The “big five” in a day
It was back in 2005 that I took my first trip to Africa. A copy of Jack Jackson’s “The World’s Great Adventure Treks” had inspired with a chapter on trekking in the Drakensberg mountains of South Africa, so, a year-and-a-half into a new job, I decided to treat myself to a “big” holiday.
I booked a trip with Exodus Travels that combined a five-day guided trek along the Drakensberg escarpment, with a few days in the Kruger National Park tacked on at the end. With travel and day-trips included this was a two-week holiday, with the trekking being the big draw. Or so I thought.
The trekking was magnificent — pretty much everything I’d expected it to be. Making our way up onto the main escarpment, then spending the next four days travelling along the border between South Africa and Lesotho, this was remote country with almost no sign of habitation or other trekkers. Returning to civilisation signalled the end of the main event for me.

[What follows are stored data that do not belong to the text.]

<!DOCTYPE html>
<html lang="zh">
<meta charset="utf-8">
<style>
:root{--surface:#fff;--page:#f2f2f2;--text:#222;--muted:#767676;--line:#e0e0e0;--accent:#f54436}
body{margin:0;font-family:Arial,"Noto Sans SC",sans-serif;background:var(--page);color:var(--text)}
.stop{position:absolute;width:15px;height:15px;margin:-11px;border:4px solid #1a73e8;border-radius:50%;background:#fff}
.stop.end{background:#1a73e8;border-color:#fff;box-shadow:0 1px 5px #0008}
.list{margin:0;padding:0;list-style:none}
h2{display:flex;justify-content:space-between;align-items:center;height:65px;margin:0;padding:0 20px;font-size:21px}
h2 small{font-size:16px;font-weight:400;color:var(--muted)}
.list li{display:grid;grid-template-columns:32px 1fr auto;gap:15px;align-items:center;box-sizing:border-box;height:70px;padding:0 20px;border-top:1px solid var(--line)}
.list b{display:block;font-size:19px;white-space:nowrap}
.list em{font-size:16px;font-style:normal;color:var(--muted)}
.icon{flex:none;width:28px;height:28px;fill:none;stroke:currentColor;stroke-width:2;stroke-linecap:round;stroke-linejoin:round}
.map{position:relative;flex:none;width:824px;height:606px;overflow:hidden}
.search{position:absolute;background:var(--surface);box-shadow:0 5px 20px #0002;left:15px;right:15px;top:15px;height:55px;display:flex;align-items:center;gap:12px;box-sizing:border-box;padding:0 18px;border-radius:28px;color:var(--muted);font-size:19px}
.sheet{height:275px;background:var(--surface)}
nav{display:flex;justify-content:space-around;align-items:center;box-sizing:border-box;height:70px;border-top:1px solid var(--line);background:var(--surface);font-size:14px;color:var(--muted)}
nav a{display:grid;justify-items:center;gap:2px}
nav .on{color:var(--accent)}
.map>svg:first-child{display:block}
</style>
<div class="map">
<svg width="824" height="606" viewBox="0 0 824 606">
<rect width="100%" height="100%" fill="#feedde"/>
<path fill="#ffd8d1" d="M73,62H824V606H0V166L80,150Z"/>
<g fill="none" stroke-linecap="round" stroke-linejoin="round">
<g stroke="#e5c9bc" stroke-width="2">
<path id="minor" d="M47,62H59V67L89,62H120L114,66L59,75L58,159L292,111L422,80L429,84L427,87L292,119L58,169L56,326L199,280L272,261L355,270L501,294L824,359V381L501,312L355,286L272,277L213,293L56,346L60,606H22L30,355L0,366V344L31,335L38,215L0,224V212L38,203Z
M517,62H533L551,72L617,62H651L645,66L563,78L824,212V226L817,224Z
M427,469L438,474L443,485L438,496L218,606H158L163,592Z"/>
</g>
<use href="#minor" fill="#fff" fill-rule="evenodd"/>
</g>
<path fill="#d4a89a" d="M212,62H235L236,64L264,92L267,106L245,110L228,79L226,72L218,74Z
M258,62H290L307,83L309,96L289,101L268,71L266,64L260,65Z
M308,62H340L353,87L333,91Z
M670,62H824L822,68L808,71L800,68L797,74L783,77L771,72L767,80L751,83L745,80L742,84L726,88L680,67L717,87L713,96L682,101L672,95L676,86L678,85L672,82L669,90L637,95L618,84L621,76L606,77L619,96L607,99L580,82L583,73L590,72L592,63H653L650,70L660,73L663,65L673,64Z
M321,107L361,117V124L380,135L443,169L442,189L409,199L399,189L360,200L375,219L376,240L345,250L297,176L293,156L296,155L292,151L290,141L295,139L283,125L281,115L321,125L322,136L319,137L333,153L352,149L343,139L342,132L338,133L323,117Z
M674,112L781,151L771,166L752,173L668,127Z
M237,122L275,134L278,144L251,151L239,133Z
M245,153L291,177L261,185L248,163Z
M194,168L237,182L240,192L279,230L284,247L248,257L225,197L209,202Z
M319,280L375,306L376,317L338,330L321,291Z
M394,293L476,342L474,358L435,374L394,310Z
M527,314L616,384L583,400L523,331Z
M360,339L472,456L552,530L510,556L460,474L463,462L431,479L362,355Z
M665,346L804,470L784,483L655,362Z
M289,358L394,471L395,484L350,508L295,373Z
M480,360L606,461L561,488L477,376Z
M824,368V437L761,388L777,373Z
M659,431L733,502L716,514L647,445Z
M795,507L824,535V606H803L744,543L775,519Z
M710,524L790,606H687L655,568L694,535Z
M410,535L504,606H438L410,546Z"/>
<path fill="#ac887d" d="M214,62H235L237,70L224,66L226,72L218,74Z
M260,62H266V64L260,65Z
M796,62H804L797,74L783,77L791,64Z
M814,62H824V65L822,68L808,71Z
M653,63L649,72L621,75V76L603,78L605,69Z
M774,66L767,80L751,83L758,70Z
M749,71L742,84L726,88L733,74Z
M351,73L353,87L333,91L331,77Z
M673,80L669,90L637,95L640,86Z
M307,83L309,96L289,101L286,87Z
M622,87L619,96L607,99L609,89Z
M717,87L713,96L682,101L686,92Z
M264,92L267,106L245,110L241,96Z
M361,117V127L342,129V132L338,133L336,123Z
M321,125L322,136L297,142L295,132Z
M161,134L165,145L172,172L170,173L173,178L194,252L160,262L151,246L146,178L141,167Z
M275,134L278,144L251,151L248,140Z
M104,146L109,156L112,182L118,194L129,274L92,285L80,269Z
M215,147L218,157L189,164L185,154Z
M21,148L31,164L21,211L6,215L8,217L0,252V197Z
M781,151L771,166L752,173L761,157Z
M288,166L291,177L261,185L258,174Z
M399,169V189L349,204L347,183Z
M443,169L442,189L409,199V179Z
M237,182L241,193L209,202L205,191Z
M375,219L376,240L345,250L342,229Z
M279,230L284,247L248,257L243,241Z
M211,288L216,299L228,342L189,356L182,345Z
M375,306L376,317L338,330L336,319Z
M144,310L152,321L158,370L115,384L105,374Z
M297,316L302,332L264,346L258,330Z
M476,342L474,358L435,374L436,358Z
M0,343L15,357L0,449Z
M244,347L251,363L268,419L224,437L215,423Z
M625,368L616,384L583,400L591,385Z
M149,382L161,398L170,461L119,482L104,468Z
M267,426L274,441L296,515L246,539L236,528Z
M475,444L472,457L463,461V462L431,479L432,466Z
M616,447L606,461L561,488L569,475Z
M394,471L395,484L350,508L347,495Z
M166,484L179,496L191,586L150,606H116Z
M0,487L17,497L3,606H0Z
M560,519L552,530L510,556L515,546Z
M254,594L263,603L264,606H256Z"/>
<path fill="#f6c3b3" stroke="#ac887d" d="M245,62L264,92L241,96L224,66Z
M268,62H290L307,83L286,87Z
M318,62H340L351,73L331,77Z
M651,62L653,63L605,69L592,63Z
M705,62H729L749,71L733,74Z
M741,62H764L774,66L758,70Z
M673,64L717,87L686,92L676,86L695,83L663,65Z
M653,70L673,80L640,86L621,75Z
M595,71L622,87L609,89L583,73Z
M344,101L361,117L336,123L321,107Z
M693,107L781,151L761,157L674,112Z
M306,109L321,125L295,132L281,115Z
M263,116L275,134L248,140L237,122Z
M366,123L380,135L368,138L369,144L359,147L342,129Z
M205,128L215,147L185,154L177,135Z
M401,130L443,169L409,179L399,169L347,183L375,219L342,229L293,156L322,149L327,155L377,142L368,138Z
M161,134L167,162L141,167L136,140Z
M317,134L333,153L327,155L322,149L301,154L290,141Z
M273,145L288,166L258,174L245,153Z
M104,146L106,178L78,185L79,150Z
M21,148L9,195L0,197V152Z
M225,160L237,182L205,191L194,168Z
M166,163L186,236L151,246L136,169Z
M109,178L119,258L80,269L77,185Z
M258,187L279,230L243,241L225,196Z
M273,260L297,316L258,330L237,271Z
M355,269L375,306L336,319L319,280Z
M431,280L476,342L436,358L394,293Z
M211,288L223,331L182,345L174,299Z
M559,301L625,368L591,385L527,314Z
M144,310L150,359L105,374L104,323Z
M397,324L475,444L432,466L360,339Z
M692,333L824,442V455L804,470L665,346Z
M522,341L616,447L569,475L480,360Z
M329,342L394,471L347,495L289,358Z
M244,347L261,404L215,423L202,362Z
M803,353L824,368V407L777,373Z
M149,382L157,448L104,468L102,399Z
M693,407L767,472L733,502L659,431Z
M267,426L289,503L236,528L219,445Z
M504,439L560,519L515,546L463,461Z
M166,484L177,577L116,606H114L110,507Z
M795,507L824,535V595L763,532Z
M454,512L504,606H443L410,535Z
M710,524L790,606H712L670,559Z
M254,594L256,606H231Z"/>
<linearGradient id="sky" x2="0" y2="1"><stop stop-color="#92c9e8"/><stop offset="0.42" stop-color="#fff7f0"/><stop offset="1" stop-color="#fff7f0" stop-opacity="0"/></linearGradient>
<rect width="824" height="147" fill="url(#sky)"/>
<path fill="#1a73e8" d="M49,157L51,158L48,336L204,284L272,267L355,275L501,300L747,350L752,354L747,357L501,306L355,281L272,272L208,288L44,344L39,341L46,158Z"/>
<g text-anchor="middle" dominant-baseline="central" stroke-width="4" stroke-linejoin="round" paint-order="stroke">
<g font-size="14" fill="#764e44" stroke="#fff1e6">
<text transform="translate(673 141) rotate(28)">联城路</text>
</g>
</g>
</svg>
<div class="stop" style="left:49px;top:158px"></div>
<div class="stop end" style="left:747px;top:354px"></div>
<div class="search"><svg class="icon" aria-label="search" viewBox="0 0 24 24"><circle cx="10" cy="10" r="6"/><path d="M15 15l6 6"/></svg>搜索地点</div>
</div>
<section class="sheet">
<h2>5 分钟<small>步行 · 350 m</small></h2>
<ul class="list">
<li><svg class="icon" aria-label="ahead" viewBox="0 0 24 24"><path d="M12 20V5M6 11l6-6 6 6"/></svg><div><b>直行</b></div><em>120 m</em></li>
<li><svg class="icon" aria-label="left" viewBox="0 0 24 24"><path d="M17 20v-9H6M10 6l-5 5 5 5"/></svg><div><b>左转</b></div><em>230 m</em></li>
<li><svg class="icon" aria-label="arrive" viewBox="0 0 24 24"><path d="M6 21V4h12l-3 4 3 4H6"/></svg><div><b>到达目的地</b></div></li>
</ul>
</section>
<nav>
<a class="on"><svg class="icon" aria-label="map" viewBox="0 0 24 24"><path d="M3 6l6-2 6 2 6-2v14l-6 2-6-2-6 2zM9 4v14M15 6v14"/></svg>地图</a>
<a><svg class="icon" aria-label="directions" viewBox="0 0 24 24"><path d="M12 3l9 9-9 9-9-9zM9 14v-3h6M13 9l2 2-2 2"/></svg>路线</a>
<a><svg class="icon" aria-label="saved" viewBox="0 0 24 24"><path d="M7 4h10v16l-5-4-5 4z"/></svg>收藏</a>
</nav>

However, as it turned out, my most abiding memories of the trip are almost exclusively from the final three days in the Kruger (though coming within 100 feet of being hit by lightning up in the mountains of Lesotho is a notable exception). I guess I somehow thought that umpteen years of watching David Attenborough nature documentaries had prepared me for the real thing. The fact that I was easily managing to get up at 3:30 am for game drives and walks over the next couple of days indicates that I was wrong on this score. The sheer variety and quantity of wildlife was mind blowing. Quite apart from the so-called “big five” (Rhino, Leopard, Lion, Elephant, Buffalo), the ever present bird life was really something to behold.
Our last full day in the park kicked off with another 3:30 start, leaving the camp at not much past 4am, for a half-hour drive in an open-sided vehicle to a spot where we were going to wander through the scrub on foot. Within 15 minutes of leaving camp, one of the guides spotted something just off the road. Pulling over, we watched agog as a leopard sauntered out of the bush, nonchalantly ambled around the back of the truck — not three feet from us — and then proceeded to mark its territory on the opposite side of the road before melting back into the bush again. Remembering to breathe is quite hard during one’s first close-up encounter with a leopard.
The fact that we saw very little on our game walk subsequently was irrelevant. We were all high as kites after the leopard encounter, and we hadn’t even had breakfast yet! Driving on across the park later that morning, we came across a large herd of elephants, very close to the road. There are large numbers of these animals in the Kruger, but regular sightings do little to diminish the awe one feels in their presence.
Just a little further up the road, we crossed paths with a pair of hungry lionesses.
Shortly thereafter, we spotted a female rhino with calf…
…and then, completing the “big five” full house, a buffalo down by the river.
And what was my overriding memory of this African adventure? Watching a giraffe — a huge male — galloping along the road in the deepening dusk, hooves echoing through the bush, looking for all the world as if it was running in slow motion.